Liberian Engineer Urges Senate to Reject $365 Million Road Financing Agreement
A prominent Liberian engineer is calling on the country’s Senate to cancel a proposed $365 million road financing agreement with a Sierra Leonean firm, citing concerns over the deal’s potential to undermine Liberia’s economic sovereignty and technical capacity. John Kpehe Boimah, Team Lead of Boimah Engineering Incorporated (BEI), a Liberian professional services firm specializing in highway engineering, argues that the agreement with Pavi Fort – Al Associates (SL) LTD poses significant risks to the country’s development.
Boimah’s appeal is based on his professional expertise and patriotic duty, and he emphasizes that his position is not merely a critique but a constructive pathway toward responsible and inclusive national development. He asserts that Liberia’s development must be engineered by and for Liberians, and that the proposed concession is structurally flawed and lacks the necessary technical and financial expertise to manage a project of this magnitude.

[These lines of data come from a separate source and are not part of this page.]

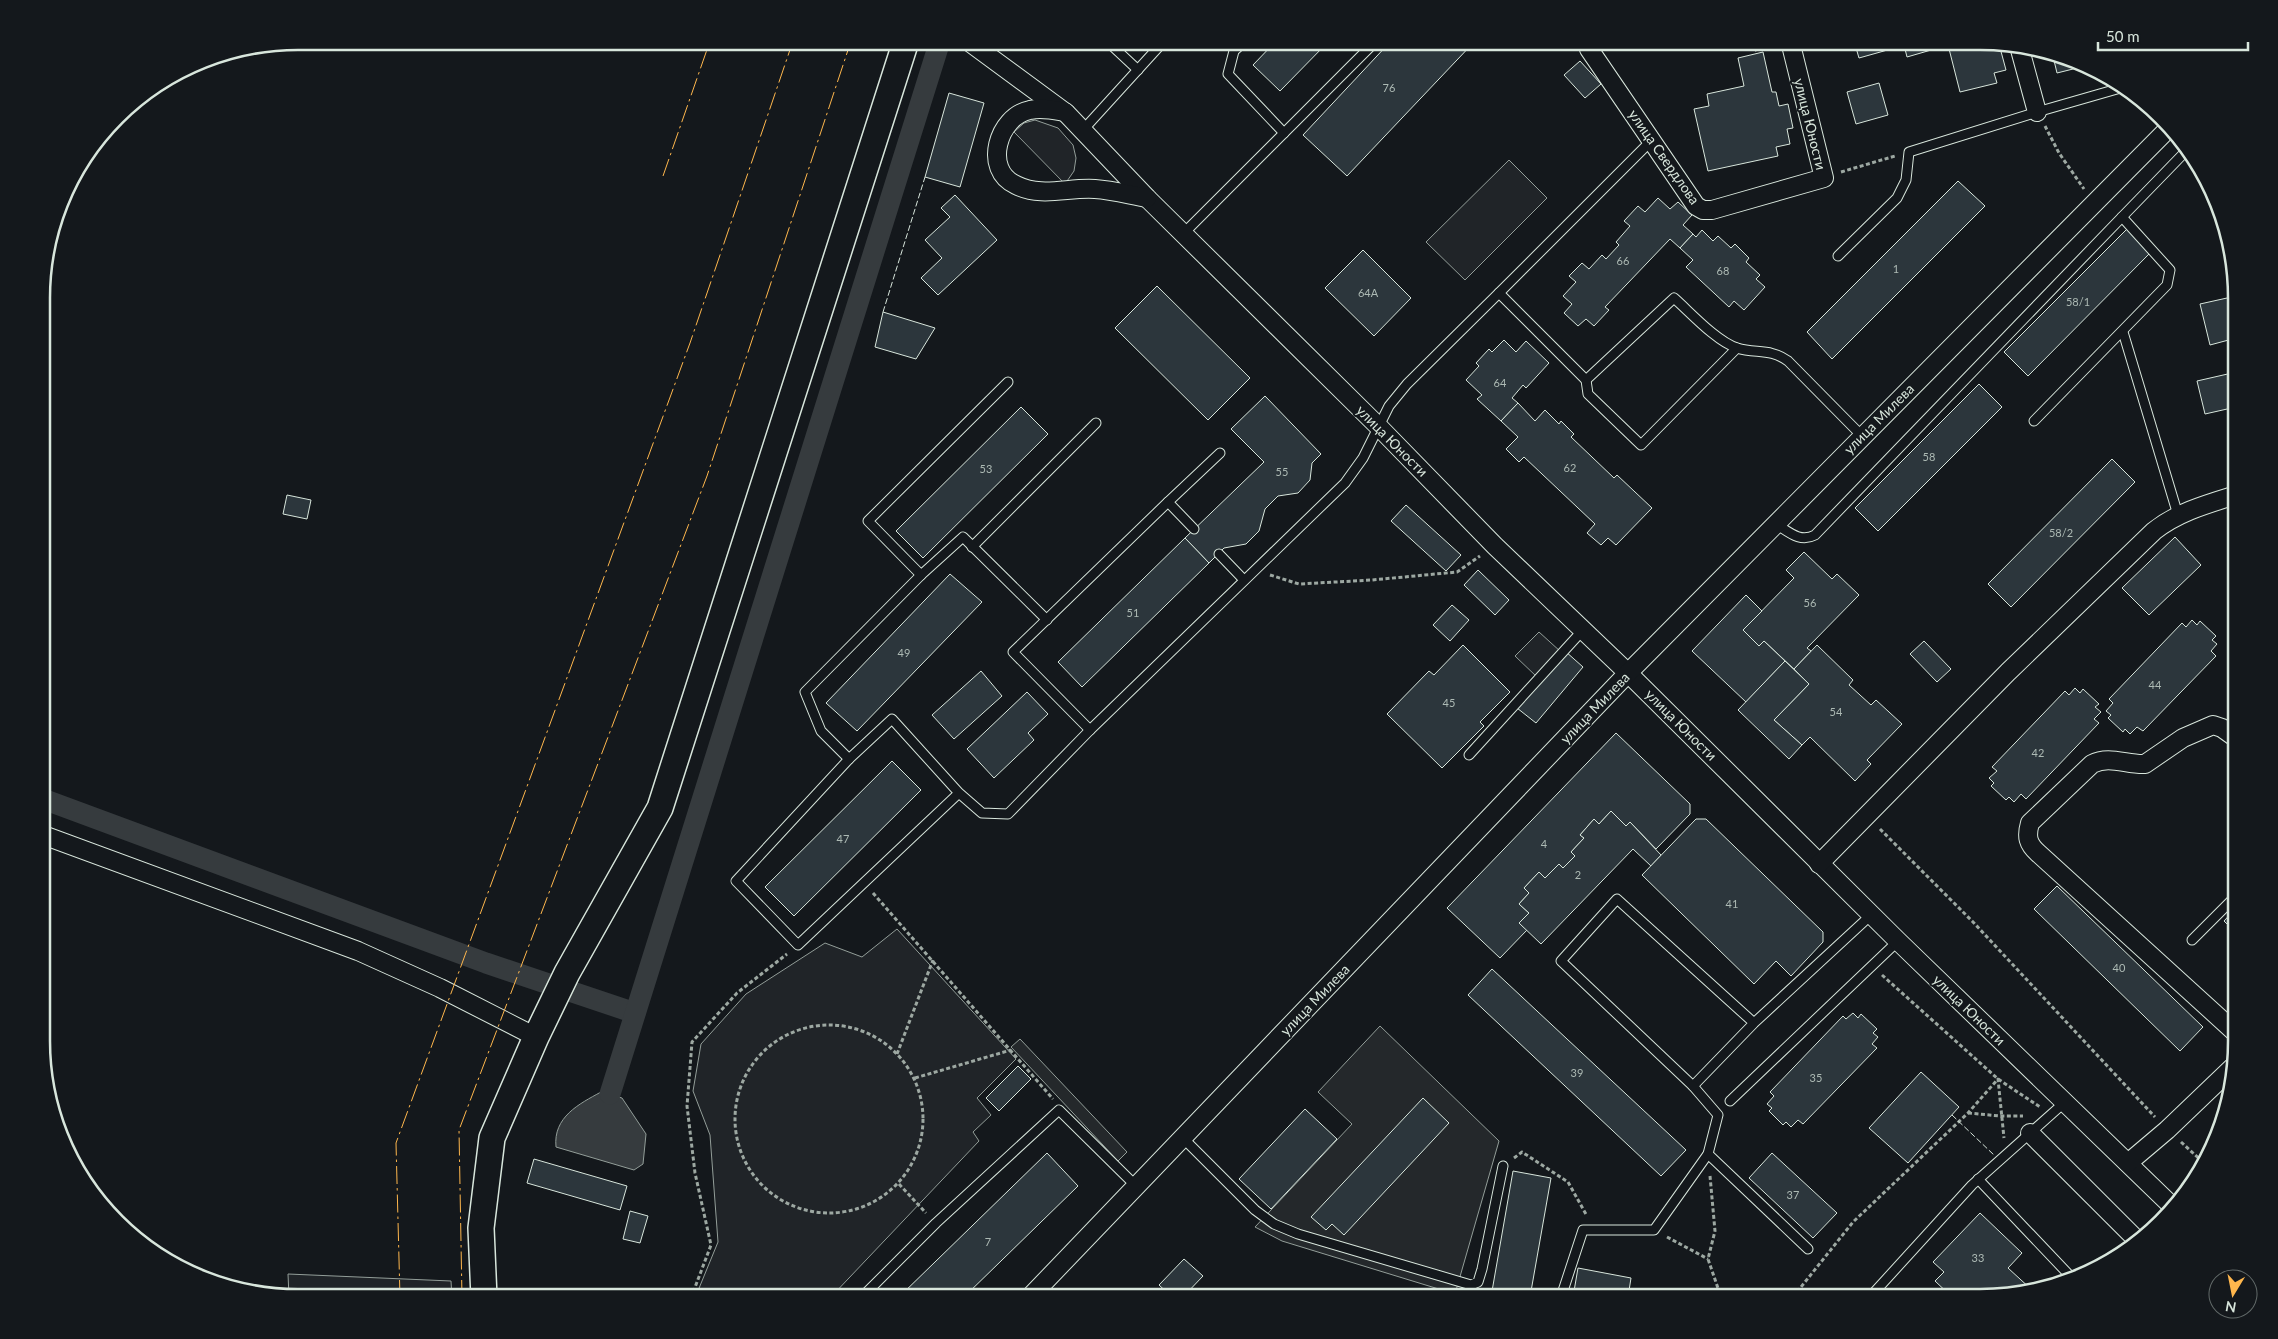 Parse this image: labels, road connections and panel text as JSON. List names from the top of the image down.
{
  "streets": {
    "street": ["улица Юности", "улица Свердлова", "улица Милева"]
  },
  "crossings": [
    ["улица Юности", "улица Свердлова"],
    ["улица Юности", "улица Милева"]
  ],
  "house_numbers": [
    "76",
    "66",
    "1",
    "68",
    "64А",
    "58/1",
    "64",
    "58",
    "62",
    "53",
    "55",
    "58/2",
    "56",
    "51",
    "49",
    "44",
    "45",
    "54",
    "42",
    "47",
    "4",
    "2",
    "41",
    "40",
    "39",
    "35",
    "37",
    "7",
    "33"
  ],
  "scale_bar": "50 m",
  "north": "bottom"
} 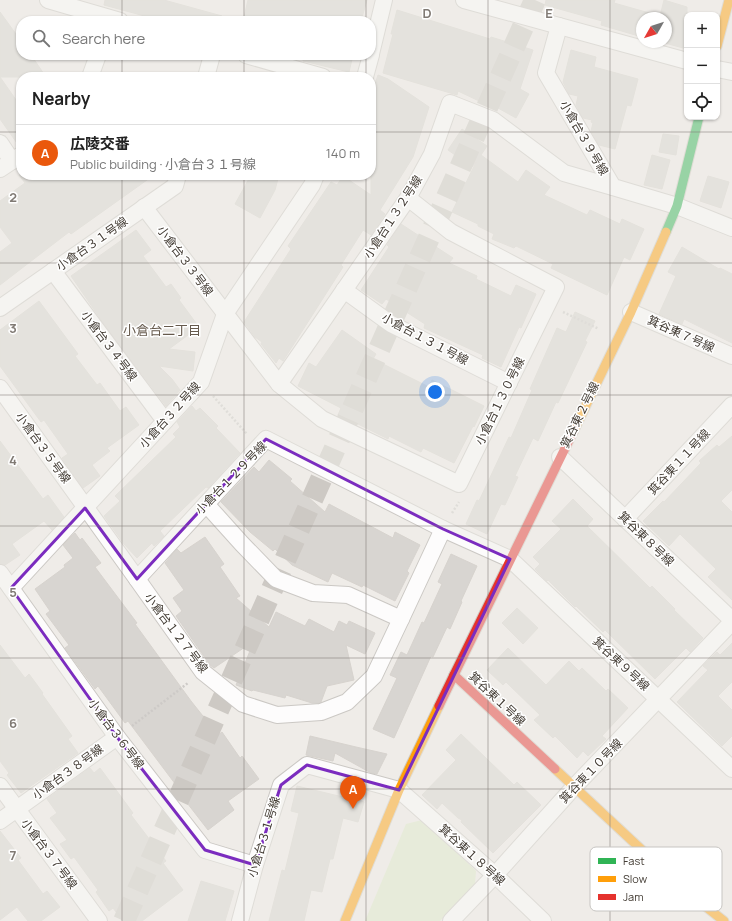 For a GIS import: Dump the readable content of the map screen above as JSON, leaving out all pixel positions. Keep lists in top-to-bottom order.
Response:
{
  "streets": {
    "street": [
      "小倉台３９号線",
      "小倉台１３２号線",
      "小倉台３１号線",
      "小倉台３３号線",
      "箕谷東７号線",
      "小倉台１３１号線",
      "小倉台３４号線",
      "小倉台１３０号線",
      "小倉台３２号線",
      "箕谷東２号線",
      "小倉台３５号線",
      "箕谷東１１号線",
      "小倉台１２９号線",
      "箕谷東８号線",
      "小倉台１２７号線",
      "箕谷東９号線",
      "箕谷東１号線",
      "小倉台３６号線",
      "箕谷東１０号線",
      "小倉台３８号線",
      "小倉台３７号線",
      "箕谷東１８号線"
    ]
  },
  "crossings": [
    ["小倉台３９号線", "小倉台１３２号線"],
    ["小倉台３９号線", "箕谷東２号線"],
    ["小倉台１３２号線", "小倉台１３１号線"],
    ["小倉台１３２号線", "小倉台１３０号線"],
    ["小倉台３１号線", "小倉台３３号線"],
    ["小倉台３１号線", "小倉台３４号線"],
    ["小倉台３１号線", "箕谷東１号線"],
    ["小倉台３１号線", "小倉台３６号線"],
    ["小倉台３１号線", "箕谷東１８号線"],
    ["小倉台３３号線", "小倉台３２号線"],
    ["箕谷東７号線", "箕谷東２号線"],
    ["小倉台１３１号線", "小倉台１３０号線"],
    ["小倉台３４号線", "小倉台３２号線"],
    ["小倉台３２号線", "小倉台３５号線"],
    ["小倉台３２号線", "小倉台３６号線"],
    ["箕谷東２号線", "小倉台１２９号線"],
    ["箕谷東２号線", "箕谷東８号線"],
    ["箕谷東２号線", "箕谷東９号線"],
    ["箕谷東２号線", "箕谷東１号線"],
    ["箕谷東１１号線", "箕谷東８号線"],
    ["小倉台１２９号線", "小倉台１２７号線"],
    ["小倉台１２９号線", "箕谷東９号線"],
    ["箕谷東８号線", "箕谷東１０号線"],
    ["箕谷東９号線", "箕谷東１０号線"],
    ["箕谷東１号線", "箕谷東１０号線"],
    ["箕谷東１号線", "箕谷東１８号線"],
    ["小倉台３６号線", "小倉台３８号線"],
    ["箕谷東１０号線", "箕谷東１８号線"],
    ["小倉台３８号線", "小倉台３７号線"]
  ],
  "districts": ["小倉台二丁目"],
  "legend": ["Fast", "Slow", "Jam"],
  "north": "bottom left",
  "page": {
    "map_buttons": ["+", "−"],
    "search": "Search here",
    "heading": "Nearby",
    "list": [
      {
        "mark": "A",
        "name": "広陵交番",
        "note": "Public building · 小倉台３１号線",
        "value": "140 m"
      }
    ],
    "pins": "A"
  },
  "grid": {
    "columns": ["D", "E"],
    "rows": [
      "2",
      "3",
      "4",
      "5",
      "6",
      "7"
    ]
  }
}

The engineer outlines five critical areas where the Pavi Fort concession threatens to undermine Liberia’s sovereignty and sustainable development, including the systematic exclusion of Liberian professionals from national resources, the loss of employment and unavailability of professional empowerment, the absence of meaningful technical transfer and capacity building, economic disempowerment and the deepening of poverty, and the perpetuation of a neo-colonial dependency model.
Instead, Boimah urges the Senate to direct the Ministry of Public Works to engage a competent international firm through a transparent and competitive bidding process, ensuring value for money, technical soundness, and the inclusion of binding clauses for local content and capacity transfer. He emphasizes that true, sustainable development lies in empowering Liberians themselves, not in outsourcing the nation’s future.
Boimah’s firm, BEI, represents the expertise that should be leveraged and grown within Liberia, with twenty years of experience in highway development and adherence to international standards. The engineer’s appeal is a call for the Legislature to choose a path of sovereign reason over short-term expediency and to champion a new model of development that places Liberian professionals and Liberian capacity at its core.